10 Etwas anderes ergibt sich nicht aus Art. 229 § 6 Abs. 1 Satz 2 EGBGB, da
dort lediglich geregelt ist, dass sich die Hemmung der Verjährung für den
Zeitraum vor dem 1. Januar 2002 nach dem Bürgerlichen Gesetzbuch in der bis
zu diesem Tag geltenden Fassung bestimmt.
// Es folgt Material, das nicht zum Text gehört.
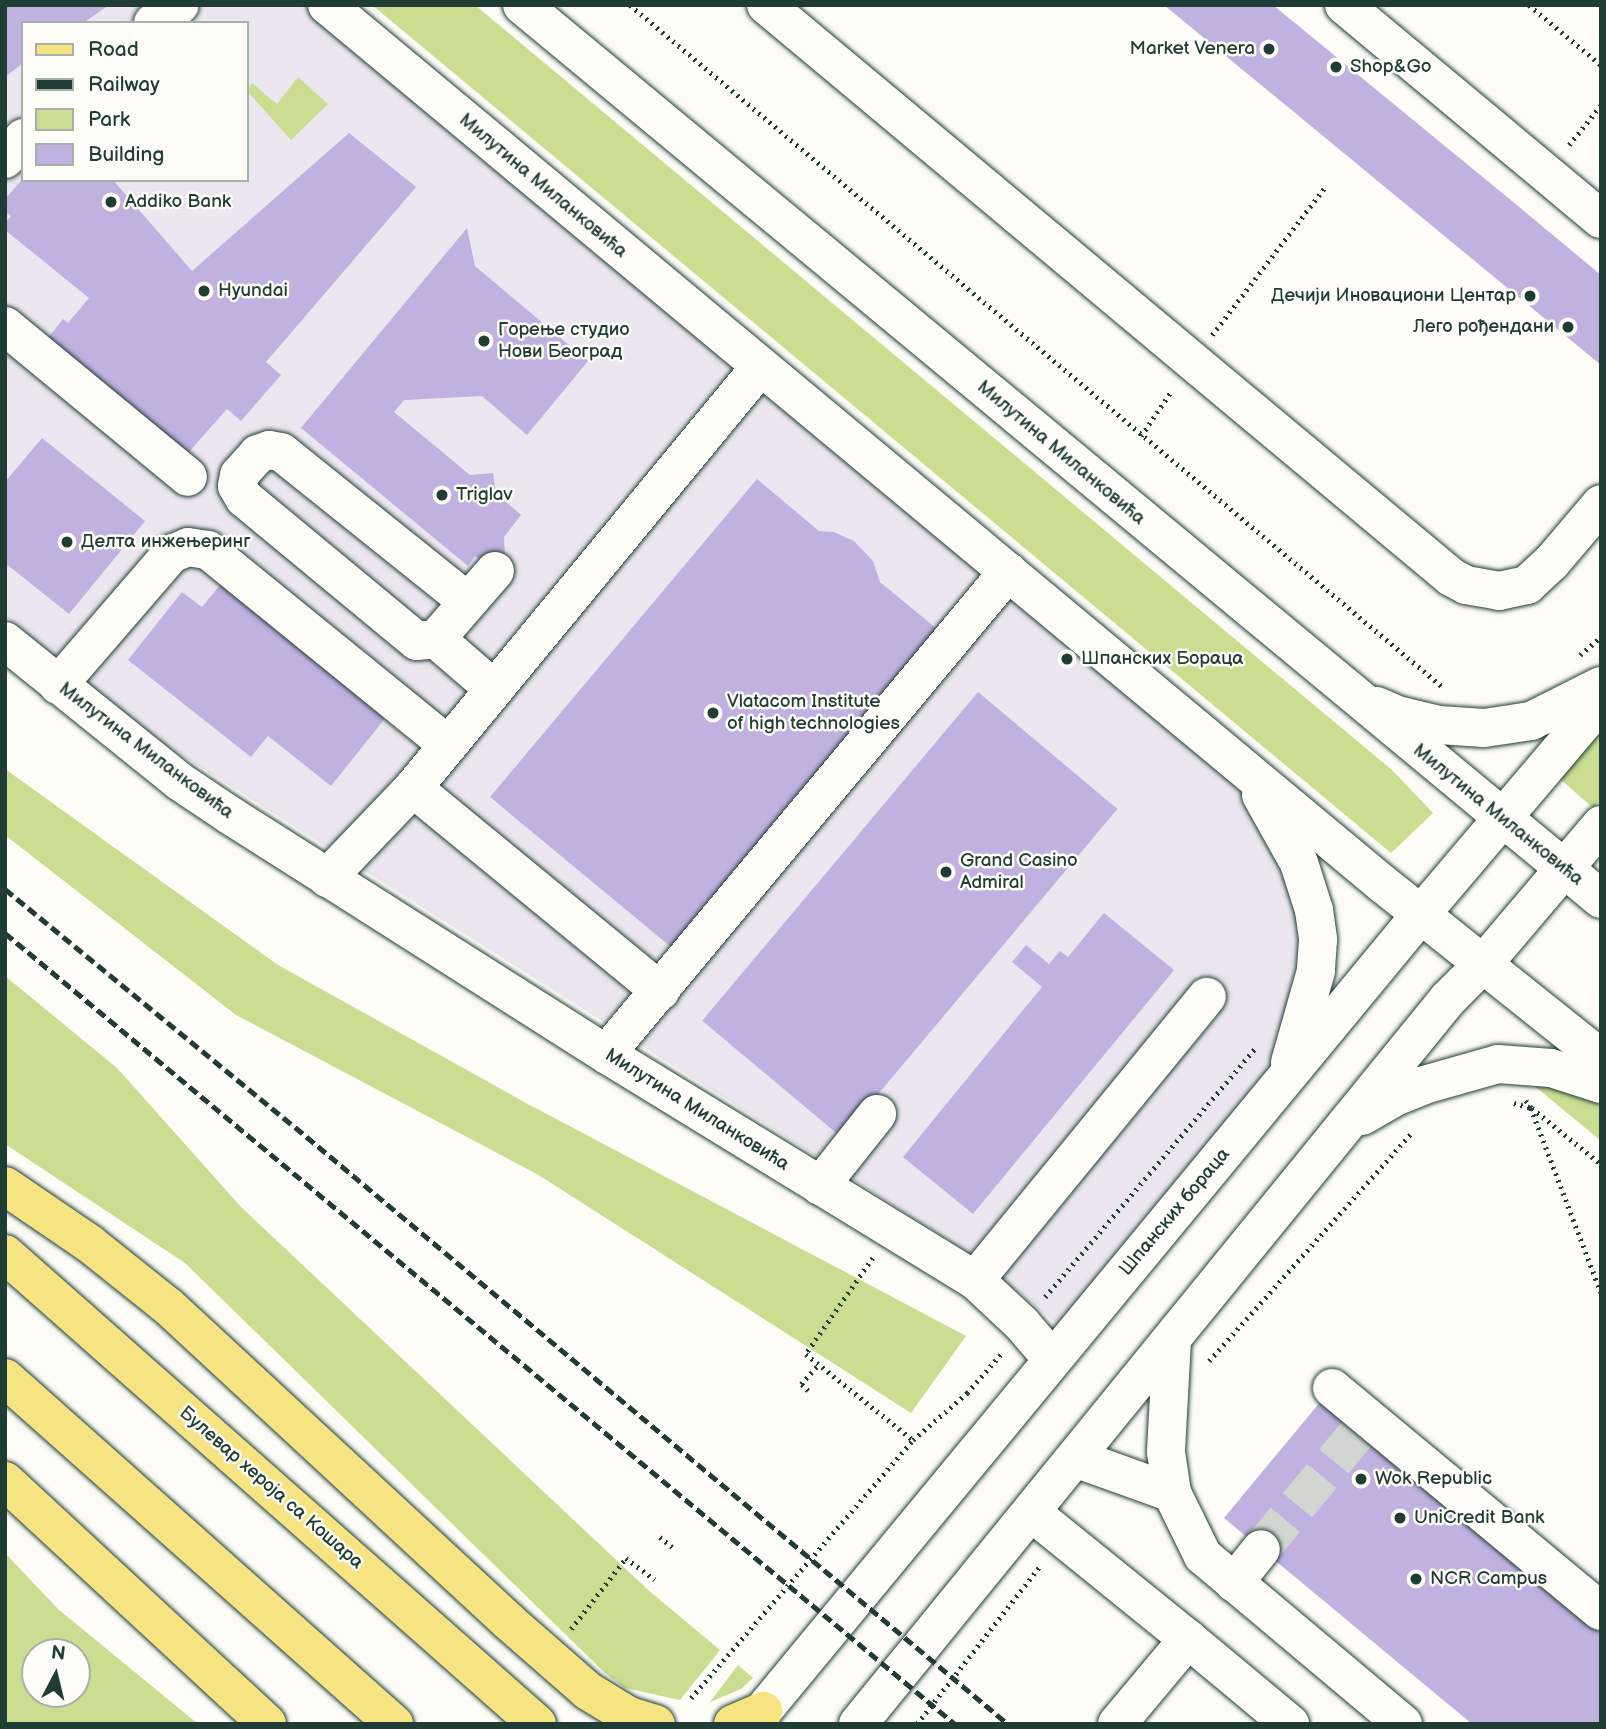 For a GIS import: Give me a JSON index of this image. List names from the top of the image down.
{
  "streets": {
    "main road": ["Булевар хероја са Кошара"],
    "street": ["Милутина Миланковића", "Шпанских бораца"]
  },
  "crossings": [
    ["Милутина Миланковића", "Шпанских бораца"]
  ],
  "places": [
    "Market Venera",
    "Shop&Go",
    "Addiko Bank",
    "Hyundai",
    "Дечији Иновациони Центар",
    "Лего рођендани",
    "Горење студио Нови Београд",
    "Triglav",
    "Делта инжењеринг",
    "Шпанских Бораца",
    "Vlatacom Institute of high technologies",
    "Grand Casino Admiral",
    "Wok Republic",
    "UniCredit Bank",
    "NCR Campus"
  ],
  "legend": [
    "Road",
    "Railway",
    "Park",
    "Building"
  ],
  "north": "top"
}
Etwas anderes folgt auch nicht aus
Art. 229 § 6 Abs. 1 Satz 3 EGBGB. Diese Bestimmung betrifft lediglich die
Fortgeltung von Regelungen, nach denen eine vor dem 1. Januar 2002
eintretende Unterbrechung als erfolgt oder nicht erfolgt gilt (dazu Kniffka/Schulze-Hagen,
Bauvertragsrecht, 2012, § 634a BGB Rn. 359).
11 b) Die Verjährung ist gemäß § 212 Abs. 1 Nr. 1 BGB gehemmt
[red. Anm.: gemeint ist wohl "Neubeginn", s. dazu
die oben unter "Zentrale Probleme"], wenn
der Verpflichtete dem Berechtigten gegenüber den Anspruch durch
Abschlagszahlung, Zinszahlung, Sicherheitsleistung oder in anderer Weise
anerkennt. Nach ständiger Rechtsprechung liegt ein Anerkenntnis im
Sinne von § 212 Abs. 1 Nr. 1 BGB vor, wenn sich aus dem
tatsächlichen Verhalten des Schuldners gegenüber dem Gläubiger klar und
unzweideutig ergibt, dass dem Schuldner das Bestehen der Schuld bewusst ist
und angesichts dessen der Gläubiger darauf vertrauen darf, dass sich der
Schuldner nicht auf den Ablauf der Verjährung berufen wird. Der Schuldner
muss dabei sein Wissen, zu etwas verpflichtet zu sein, klar zum Ausdruck
bringen, wobei allerdings auch ein eindeutiges schlüssiges Verhalten genügen
kann (BGH, Urteile vom 24. Mai 2012 - IX ZR 168/11, BeckRS 2012,
12770 Rn. 29; vom 9. Dezember 2011 - V ZR 131/11, NJW 2012, 1293 Rn. 10).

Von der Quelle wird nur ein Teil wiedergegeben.